NEW YORK, N.Y. – Hertz shares plunged more than 30 per cent in Tuesday trading and its rival, Avis, fell sharply after the company slashed its expectations for all of 2016 in what had already been a dismal year in the car rental business.
Both companies have wrestled with excess capacity in the market.
Hertz, which also owns Dollar and Thrifty, cited falling rental car volume and the diminishing values for the vehicles it owns.
Hertz said late Monday that it now expects earnings between 51 and 88 cents per share for the year, a fraction of its previous per-share forecasts between $2.75 and $3.50. Wall Street analysts had been projecting per-share earnings of $2.92 for the year, according to FactSet.
The company’s third-quarter earnings, also posted on Monday, were far below Wall Street expectations.
Hertz, based in Estero, Florida, said it plans to continue to cut costs to improve its finances.

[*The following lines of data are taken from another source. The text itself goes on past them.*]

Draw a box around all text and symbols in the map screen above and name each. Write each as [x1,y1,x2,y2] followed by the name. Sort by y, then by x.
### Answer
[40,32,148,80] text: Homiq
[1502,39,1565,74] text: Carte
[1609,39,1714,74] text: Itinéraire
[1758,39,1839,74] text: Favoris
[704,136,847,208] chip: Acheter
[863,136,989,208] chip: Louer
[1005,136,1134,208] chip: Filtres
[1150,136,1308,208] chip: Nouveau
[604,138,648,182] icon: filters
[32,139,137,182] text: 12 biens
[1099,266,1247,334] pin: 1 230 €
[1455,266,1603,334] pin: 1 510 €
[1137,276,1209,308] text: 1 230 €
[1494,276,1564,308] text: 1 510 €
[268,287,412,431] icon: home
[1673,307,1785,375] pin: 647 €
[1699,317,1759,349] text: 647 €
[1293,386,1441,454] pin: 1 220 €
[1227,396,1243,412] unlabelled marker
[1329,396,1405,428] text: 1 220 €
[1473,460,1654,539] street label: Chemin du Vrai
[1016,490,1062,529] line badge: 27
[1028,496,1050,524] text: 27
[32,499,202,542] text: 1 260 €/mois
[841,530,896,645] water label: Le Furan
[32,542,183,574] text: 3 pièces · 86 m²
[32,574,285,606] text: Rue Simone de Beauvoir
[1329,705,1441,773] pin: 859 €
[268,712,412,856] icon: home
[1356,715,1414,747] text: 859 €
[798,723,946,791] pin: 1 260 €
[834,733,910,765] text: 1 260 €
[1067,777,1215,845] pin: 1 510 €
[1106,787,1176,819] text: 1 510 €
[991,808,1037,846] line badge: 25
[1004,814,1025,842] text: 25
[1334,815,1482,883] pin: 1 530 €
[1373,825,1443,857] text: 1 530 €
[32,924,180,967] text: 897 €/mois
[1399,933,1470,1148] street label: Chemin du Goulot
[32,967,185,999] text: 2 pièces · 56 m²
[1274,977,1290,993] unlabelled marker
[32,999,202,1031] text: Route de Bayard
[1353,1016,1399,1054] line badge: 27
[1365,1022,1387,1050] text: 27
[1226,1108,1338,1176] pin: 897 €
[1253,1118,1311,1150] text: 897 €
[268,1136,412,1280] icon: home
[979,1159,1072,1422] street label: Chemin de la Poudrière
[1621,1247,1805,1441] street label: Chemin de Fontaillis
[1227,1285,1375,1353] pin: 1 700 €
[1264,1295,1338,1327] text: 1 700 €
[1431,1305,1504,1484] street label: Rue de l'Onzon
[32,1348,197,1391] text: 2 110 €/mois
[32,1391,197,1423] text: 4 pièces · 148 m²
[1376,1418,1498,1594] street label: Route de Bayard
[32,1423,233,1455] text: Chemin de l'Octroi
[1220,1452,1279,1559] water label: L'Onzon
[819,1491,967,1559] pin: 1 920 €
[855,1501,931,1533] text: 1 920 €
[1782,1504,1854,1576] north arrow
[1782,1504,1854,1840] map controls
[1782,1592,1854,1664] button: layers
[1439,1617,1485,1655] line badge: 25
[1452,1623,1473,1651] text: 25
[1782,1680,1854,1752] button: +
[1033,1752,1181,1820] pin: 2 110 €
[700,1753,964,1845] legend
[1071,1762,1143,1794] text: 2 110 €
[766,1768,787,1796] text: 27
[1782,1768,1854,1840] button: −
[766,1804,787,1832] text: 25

Shares of Hertz Global Holdings Inc. fell $11.29 to $24.45 in afternoon trading. Shares of Avis Budget Group Inc., which holds its investor day next week, slumped 9.5 per cent.
Shares of Hertz, which last year was forced to restate earnings due to accounting errors, have fallen almost 70 per cent over the past 12 months. Avis has fallen 21 per cent in that same time.